余談ですが ― 440Hzという数字に隠された歴史

「A4=440Hz」という基準は当たり前のように思えますが、実はこの数値に科学的な必然性はありません。1939年にロンドンで開催された国際会議で各国の代表が合意し、1955年になってようやく国際標準化機構(ISO)が「ISO 16」として正式に採用した、いわば政治的な妥協の産物です。それ以前はフランスが435Hz、他の地域ではさらに高いピッチを使うなど基準がばらばらで、国際的な演奏活動の妨げになっていました。

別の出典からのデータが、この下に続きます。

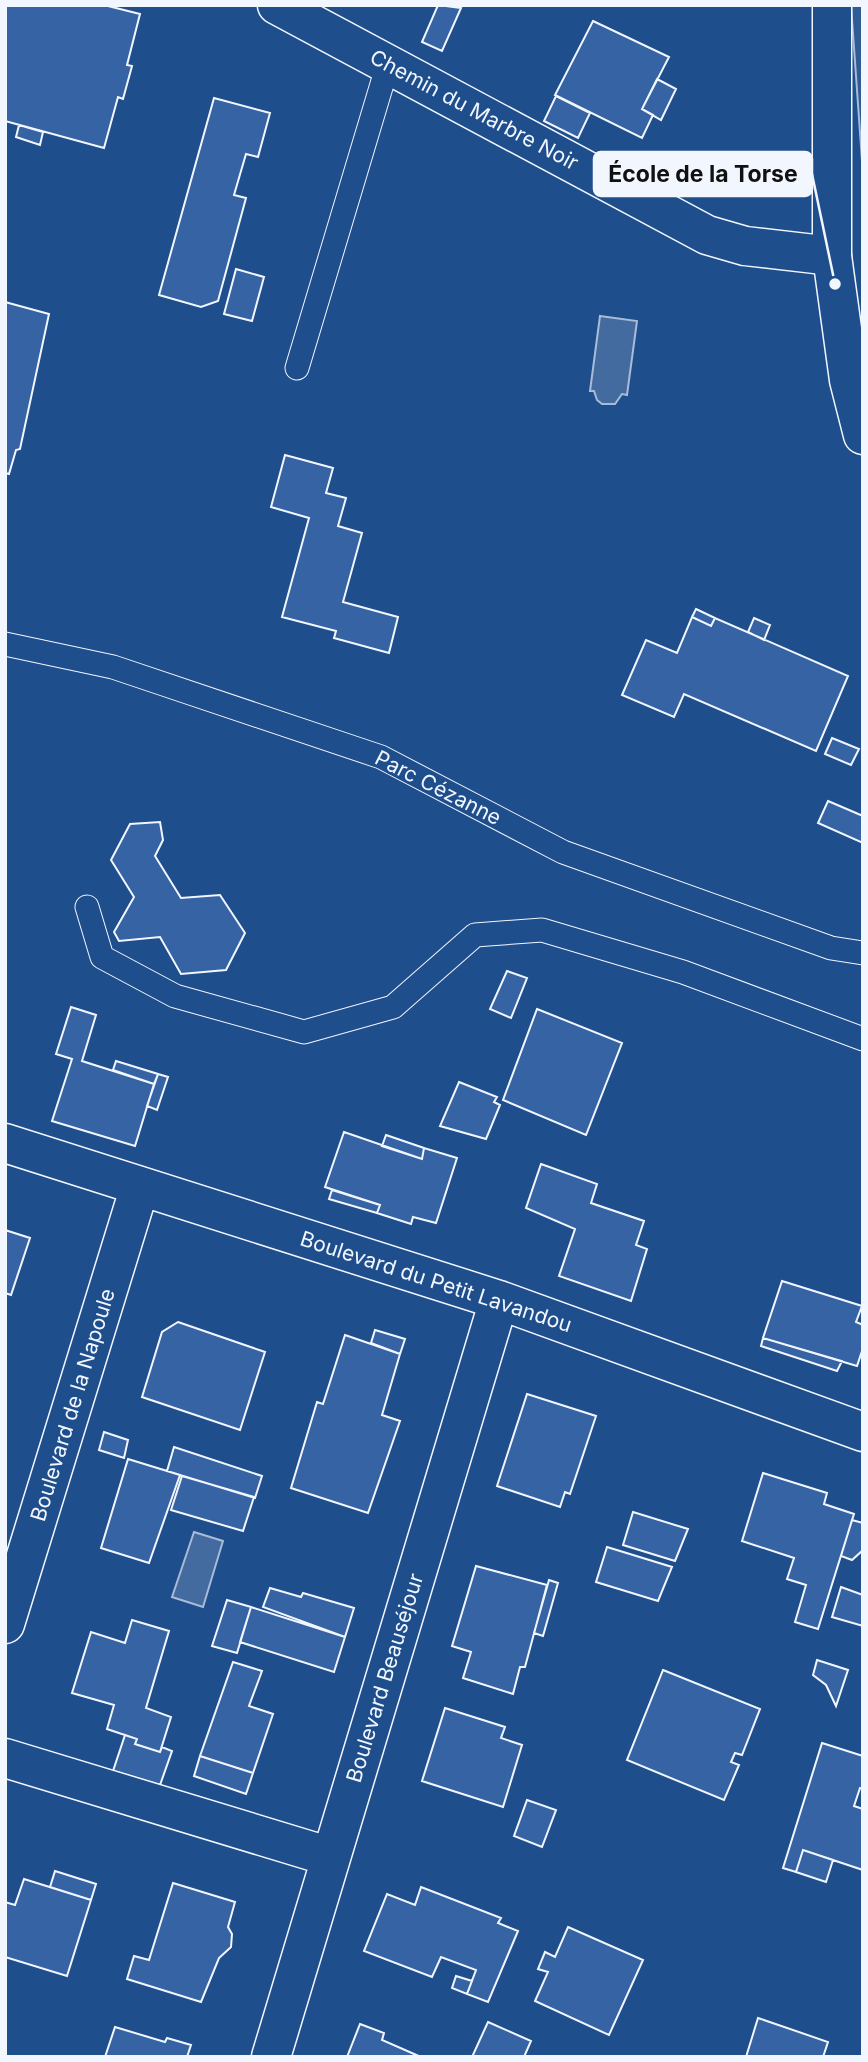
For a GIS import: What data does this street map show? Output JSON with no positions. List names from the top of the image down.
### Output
{
  "streets": {
    "street": [
      "Chemin du Marbre Noir",
      "Boulevard du Petit Lavandou",
      "Boulevard de la Napoule",
      "Boulevard Beauséjour"
    ],
    "lane": ["Parc Cézanne"]
  },
  "crossings": [
    ["Boulevard du Petit Lavandou", "Boulevard de la Napoule"],
    ["Boulevard du Petit Lavandou", "Boulevard Beauséjour"]
  ],
  "places": ["École de la Torse"]
}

興味深いことに、現在でも基準ピッチは完全には統一されていません。ウィーン・フィルハーモニー管弦楽団やベルリン・フィルをはじめとするヨーロッパの名門オーケストラの多くは442Hzや443Hzを採用しており、これは「ピッチインフレーション」と呼ばれる現象の表れです。弦をより強く張ることで音に緊張感と輝きが増すため、聴衆に強い印象を与えたいという演奏側の意図が、基準ピッチをじわじわと押し上げてきたと考えられています。

バロック時代の古楽器演奏(ピリオド楽器)では、さらに話が複雑になります。当時のオルガンや音叉から復元された記録によれば、地域や時代によってA4は392Hzから415Hz程度と、現代の基準よりかなり低かったことが分かっています。古楽アンサンブルが現代の演奏で415Hz(現代のA4よりほぼ半音低い)を採用することが多いのは、こうした歴史的な再現性を重視しているためです。